WHAT YOU ARE ASKED TO DO –
From the records below, please return each line that holds the word "nowrap".

DATA SUPPLIED –
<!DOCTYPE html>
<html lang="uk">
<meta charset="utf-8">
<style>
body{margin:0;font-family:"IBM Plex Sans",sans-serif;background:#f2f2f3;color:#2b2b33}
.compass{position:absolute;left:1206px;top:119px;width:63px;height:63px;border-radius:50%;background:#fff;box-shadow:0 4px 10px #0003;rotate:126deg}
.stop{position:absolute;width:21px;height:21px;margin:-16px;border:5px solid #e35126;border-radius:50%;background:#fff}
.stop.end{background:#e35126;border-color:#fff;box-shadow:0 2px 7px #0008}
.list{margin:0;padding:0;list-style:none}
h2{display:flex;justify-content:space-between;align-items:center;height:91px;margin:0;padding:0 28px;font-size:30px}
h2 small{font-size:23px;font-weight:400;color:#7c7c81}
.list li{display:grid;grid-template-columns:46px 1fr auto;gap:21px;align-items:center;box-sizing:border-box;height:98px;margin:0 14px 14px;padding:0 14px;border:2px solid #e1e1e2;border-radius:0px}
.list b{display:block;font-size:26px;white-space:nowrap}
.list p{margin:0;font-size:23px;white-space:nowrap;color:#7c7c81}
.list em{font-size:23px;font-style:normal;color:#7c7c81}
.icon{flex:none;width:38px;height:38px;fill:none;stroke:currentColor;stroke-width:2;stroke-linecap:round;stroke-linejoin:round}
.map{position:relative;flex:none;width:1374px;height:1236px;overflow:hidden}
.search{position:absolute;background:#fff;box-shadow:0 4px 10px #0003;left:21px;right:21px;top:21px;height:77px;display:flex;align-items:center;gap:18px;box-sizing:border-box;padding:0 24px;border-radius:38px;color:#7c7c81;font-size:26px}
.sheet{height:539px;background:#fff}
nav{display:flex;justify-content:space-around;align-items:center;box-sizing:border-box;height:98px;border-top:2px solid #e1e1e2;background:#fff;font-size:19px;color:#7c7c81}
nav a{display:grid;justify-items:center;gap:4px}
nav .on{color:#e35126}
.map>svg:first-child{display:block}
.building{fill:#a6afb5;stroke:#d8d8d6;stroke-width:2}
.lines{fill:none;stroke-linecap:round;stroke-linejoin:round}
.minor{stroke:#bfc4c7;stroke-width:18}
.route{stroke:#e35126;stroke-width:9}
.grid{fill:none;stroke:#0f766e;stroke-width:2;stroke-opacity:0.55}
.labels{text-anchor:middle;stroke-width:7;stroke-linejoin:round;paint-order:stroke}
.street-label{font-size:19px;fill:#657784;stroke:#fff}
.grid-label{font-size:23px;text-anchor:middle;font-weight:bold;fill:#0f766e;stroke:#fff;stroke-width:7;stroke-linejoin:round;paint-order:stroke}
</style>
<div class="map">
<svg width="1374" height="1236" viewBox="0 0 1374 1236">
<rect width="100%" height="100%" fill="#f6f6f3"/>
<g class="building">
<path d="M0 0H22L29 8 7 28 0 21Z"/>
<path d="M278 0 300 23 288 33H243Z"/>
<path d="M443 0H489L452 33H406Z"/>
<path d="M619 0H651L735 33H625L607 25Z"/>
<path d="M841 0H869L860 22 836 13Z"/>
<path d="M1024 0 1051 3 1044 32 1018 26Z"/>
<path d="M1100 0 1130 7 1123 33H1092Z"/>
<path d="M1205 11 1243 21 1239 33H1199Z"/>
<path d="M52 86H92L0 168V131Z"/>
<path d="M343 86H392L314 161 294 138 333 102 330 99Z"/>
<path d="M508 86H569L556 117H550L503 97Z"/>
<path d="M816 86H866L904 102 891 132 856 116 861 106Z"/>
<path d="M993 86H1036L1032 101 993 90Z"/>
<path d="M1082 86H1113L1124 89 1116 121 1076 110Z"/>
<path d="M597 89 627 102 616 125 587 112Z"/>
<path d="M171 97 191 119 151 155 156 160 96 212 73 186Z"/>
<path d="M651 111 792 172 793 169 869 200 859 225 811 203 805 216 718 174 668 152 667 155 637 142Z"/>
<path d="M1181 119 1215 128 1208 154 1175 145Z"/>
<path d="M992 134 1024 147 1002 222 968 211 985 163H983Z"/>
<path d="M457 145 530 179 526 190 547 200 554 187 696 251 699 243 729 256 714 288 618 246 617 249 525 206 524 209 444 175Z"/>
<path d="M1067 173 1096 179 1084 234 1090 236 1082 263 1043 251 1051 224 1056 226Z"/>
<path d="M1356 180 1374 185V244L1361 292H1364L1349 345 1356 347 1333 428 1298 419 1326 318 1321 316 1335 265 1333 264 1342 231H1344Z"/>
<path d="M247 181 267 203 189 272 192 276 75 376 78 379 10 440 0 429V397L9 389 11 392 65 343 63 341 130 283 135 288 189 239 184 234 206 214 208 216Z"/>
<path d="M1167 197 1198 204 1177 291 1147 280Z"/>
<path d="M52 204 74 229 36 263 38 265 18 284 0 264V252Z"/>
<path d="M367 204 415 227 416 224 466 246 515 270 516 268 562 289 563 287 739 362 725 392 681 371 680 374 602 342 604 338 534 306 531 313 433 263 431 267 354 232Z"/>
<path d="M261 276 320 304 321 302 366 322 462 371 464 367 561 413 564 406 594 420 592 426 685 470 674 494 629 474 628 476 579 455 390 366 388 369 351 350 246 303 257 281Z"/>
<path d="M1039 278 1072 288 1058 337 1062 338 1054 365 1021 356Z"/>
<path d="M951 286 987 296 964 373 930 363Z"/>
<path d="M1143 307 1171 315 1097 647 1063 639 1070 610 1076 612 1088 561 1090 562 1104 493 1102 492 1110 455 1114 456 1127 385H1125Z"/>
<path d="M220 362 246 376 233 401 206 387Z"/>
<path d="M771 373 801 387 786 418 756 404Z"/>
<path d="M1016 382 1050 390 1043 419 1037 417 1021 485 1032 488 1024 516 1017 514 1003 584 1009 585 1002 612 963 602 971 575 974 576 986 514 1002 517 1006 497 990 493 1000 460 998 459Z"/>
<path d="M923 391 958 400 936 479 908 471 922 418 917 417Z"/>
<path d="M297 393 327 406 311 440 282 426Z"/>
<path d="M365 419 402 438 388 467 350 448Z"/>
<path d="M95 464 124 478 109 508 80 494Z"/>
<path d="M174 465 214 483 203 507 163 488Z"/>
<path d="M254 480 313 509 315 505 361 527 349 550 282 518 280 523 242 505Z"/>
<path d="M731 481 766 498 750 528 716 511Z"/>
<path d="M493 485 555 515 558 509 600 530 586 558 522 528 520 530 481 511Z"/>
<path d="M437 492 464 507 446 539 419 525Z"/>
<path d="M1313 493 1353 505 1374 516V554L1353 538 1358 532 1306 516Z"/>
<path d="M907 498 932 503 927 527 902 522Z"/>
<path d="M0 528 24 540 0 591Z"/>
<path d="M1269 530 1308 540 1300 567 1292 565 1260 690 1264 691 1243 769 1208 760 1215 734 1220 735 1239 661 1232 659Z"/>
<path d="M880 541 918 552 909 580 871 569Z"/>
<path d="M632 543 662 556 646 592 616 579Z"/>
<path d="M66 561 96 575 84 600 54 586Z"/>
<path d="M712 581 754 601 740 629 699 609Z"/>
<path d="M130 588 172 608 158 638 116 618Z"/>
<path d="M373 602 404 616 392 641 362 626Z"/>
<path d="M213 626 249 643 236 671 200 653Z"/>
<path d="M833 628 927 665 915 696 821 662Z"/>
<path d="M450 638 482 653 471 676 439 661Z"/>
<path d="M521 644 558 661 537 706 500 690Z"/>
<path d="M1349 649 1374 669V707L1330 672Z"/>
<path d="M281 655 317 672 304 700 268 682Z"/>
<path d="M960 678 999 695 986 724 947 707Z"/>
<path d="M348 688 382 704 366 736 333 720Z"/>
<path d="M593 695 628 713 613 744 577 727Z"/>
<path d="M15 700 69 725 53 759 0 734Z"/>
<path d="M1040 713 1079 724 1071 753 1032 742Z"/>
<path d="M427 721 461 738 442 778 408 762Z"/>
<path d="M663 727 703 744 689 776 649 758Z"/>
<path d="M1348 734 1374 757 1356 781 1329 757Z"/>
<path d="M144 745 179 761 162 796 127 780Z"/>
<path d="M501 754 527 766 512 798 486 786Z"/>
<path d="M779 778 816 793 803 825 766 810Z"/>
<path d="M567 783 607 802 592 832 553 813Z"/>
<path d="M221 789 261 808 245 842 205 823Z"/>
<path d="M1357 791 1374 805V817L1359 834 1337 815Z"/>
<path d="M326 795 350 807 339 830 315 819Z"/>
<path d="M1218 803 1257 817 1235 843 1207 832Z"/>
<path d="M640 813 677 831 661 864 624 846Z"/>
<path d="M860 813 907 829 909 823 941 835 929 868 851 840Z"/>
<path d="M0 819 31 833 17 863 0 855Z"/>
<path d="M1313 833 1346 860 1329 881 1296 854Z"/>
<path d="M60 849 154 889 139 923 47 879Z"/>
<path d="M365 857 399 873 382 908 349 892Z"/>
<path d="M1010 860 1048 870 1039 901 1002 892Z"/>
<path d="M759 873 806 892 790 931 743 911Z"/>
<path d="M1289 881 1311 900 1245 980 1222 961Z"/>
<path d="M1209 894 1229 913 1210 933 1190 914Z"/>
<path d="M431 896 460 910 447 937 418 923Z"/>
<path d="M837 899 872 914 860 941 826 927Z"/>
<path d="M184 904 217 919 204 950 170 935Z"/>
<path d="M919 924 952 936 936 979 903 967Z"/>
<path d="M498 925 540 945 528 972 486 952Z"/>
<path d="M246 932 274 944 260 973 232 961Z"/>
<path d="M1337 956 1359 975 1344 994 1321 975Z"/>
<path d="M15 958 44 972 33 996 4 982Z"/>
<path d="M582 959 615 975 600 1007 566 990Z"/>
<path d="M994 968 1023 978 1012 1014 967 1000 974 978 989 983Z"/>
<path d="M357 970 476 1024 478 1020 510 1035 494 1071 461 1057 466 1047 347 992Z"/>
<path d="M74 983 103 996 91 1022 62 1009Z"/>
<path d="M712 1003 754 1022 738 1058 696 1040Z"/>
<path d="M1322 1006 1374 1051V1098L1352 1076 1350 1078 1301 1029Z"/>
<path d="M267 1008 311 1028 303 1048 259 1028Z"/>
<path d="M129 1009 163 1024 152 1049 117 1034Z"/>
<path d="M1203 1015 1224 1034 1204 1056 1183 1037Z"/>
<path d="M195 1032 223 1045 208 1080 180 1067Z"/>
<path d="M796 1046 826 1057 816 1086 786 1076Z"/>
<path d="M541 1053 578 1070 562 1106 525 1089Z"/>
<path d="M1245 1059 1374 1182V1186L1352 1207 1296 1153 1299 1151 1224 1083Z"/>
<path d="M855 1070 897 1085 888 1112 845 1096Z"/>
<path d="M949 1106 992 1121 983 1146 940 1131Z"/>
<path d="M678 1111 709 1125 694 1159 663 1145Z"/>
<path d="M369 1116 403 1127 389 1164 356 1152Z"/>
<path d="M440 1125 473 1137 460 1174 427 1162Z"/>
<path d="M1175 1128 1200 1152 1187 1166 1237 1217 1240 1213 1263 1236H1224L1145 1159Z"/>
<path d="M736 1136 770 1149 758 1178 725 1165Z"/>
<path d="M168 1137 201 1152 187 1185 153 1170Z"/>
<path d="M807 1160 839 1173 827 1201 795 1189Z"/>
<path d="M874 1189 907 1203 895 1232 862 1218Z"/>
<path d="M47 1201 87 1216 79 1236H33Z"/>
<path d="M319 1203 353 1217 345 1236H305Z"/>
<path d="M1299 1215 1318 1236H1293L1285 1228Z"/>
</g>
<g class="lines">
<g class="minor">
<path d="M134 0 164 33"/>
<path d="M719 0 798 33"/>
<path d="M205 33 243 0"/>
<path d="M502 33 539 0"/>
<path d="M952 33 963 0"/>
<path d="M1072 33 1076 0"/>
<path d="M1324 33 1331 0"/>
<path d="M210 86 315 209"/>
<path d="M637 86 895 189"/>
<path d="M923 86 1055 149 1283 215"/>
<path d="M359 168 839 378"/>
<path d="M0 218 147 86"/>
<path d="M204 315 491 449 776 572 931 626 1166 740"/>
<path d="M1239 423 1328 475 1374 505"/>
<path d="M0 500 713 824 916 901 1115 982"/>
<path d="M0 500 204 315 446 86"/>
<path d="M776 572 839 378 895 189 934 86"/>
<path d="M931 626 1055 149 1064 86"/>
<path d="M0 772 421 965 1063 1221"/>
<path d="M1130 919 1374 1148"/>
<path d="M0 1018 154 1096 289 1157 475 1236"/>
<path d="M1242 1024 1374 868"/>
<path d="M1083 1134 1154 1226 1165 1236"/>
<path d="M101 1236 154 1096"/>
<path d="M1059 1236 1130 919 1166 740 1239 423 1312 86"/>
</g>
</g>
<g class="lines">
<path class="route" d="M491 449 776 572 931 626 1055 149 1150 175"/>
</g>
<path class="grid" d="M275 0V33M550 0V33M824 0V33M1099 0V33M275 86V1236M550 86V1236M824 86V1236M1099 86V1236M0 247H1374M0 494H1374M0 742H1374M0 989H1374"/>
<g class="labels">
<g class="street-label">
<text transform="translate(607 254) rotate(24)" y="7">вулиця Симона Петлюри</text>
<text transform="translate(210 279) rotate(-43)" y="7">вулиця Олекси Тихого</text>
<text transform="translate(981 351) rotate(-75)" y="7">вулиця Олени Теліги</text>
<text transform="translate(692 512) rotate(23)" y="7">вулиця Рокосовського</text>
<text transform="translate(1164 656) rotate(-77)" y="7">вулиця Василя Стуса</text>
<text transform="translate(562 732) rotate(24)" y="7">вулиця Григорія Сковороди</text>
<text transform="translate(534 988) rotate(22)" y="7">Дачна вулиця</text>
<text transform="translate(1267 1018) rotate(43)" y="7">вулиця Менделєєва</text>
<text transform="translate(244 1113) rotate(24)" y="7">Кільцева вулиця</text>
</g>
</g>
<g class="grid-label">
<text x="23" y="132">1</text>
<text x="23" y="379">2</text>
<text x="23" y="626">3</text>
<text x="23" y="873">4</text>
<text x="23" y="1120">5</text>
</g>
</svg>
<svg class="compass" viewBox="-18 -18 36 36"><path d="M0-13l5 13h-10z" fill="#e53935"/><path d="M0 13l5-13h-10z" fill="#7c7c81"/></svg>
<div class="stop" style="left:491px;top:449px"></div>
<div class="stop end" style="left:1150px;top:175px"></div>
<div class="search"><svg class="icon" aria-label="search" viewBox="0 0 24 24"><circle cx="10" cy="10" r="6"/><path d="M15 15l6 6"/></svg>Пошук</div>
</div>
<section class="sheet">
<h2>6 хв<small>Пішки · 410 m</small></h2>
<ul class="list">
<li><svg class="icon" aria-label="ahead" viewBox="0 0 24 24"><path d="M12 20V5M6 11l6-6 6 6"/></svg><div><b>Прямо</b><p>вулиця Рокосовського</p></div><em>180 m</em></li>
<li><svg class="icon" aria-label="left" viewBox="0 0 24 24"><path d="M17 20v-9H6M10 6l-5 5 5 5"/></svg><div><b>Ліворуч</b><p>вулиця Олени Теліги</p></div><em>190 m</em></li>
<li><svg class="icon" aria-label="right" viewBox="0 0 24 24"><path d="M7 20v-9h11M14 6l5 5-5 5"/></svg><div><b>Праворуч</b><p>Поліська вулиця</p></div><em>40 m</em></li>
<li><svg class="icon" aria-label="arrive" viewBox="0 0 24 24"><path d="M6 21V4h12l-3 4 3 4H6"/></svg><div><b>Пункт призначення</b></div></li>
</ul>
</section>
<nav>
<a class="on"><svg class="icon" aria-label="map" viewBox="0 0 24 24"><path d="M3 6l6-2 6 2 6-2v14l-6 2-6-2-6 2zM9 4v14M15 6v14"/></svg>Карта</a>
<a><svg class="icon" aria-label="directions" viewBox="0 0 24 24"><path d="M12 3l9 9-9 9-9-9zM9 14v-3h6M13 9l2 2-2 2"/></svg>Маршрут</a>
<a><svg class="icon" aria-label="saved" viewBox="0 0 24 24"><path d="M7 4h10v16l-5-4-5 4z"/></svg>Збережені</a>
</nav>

OUTPUT FOR THIS EXERCISE –
.list b{display:block;font-size:26px;white-space:nowrap}
.list p{margin:0;font-size:23px;white-space:nowrap;color:#7c7c81}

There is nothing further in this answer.